Anti-D antikorları bulunursa, RhoGAM yardımcı olmayacak, ancak aşağıda belirtildiği gibi fetüsün ek taraması yapılacaktır.

Tedavi

Annenin anti-D antikorlarına sahip olduğu belirlenirse ve baba Rh pozitif ise yenidoğanın hemolitik hastalığı olasılığı vardır. Bu durumda bebeğin kan grubu ve grubunu belirlemek için amniyon sıvısı veya göbek kordonundan gelen kan üzerinde test yapılır. Bebeğin Rh-negatif olduğu tespit edilirse, başka tedaviye gerek yoktur.

Bununla birlikte, bebek Rh pozitif ise, hamilelik yakından takip edilecektir. Ultrason, fetal anemiyi değerlendirmek ve intrauterin transfüzyon ihtiyacını belirlemek için kullanılacaktır (fetüse rahim içindeyken verilen transfüzyon). Annenin kanı, ne kadar antikor ürettiğini belirlemek için hamilelik sırasında seri olarak test edilecektir. Bebeğin anemik olduğu tespit edilirse, komplikasyonları (intrauterin transfüzyonlar) önlemek için hamilelik sırasında kan transfüzyonu yapılabilir.
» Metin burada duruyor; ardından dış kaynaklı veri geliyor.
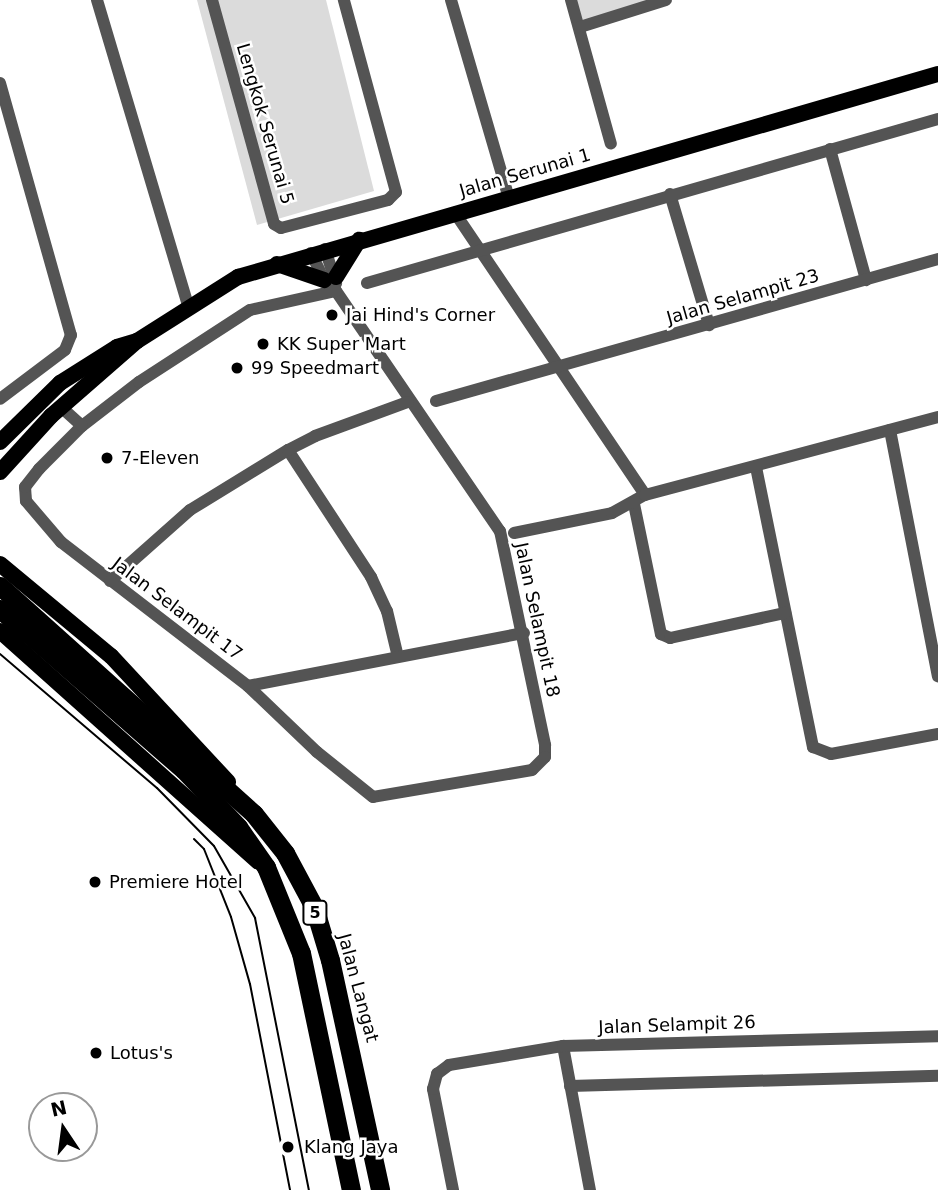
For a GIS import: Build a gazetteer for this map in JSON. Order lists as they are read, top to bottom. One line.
{"streets":{"highway":["5","Jalan Langat"],"main road":["Jalan Serunai 1"],"street":["Lengkok Serunai 5","Jalan Selampit 23","Jalan Selampit 17","Jalan Selampit 18","Jalan Selampit 26"]},"crossings":[["Jalan Serunai 1","Jalan Selampit 18"],["Jalan Selampit 17","Jalan Selampit 18"]],"places":["Jai Hind's Corner","KK Super Mart","99 Speedmart","7-Eleven","Premiere Hotel","Lotus's","Klang Jaya"],"north":"top"}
Bebeğin anemik olduğu tespit edilirse ve termine yakınsa, erken doğum önerilebilir.

Bebek doğduktan sonra, anemi ve bilirubin seviyelerini izlemek için kan çalışması gönderilir. Kırmızı kan hücrelerinin parçalanması bebek doğar doğmaz durmaz, bu nedenle bilirubin ilk birkaç gün içinde tehlikeli seviyelere yükselebilir. Yüksek bilirubin seviyeleri (sarılık), bebeğin mavi ışıkların altına yerleştirildiği fototerapi ile tedavi edilir. Işıklar bilirubini parçalayarak vücudun ondan kurtulmasını sağlar. Transfüzyonlar ayrıca anemiyi tedavi etmek için kullanılır. Anemi ve sarılık şiddetliyse, bebek bir kan değişimi ile tedavi edilir. Bu tür transfüzyonda bebekten küçük miktarlarda kan alınır ve yerine nakledilen kan konur.

Hastaneden taburcu olduktan sonra, anemiyi izlemek için çocuk doktoru veya hematoloğun yakın takibinin yapılması önemlidir. Maternal kırmızı kan hücresi antikorları doğumdan sonra 4-6 hafta yıkıma neden olabilir ve ek transfüzyonlar gerekebilir.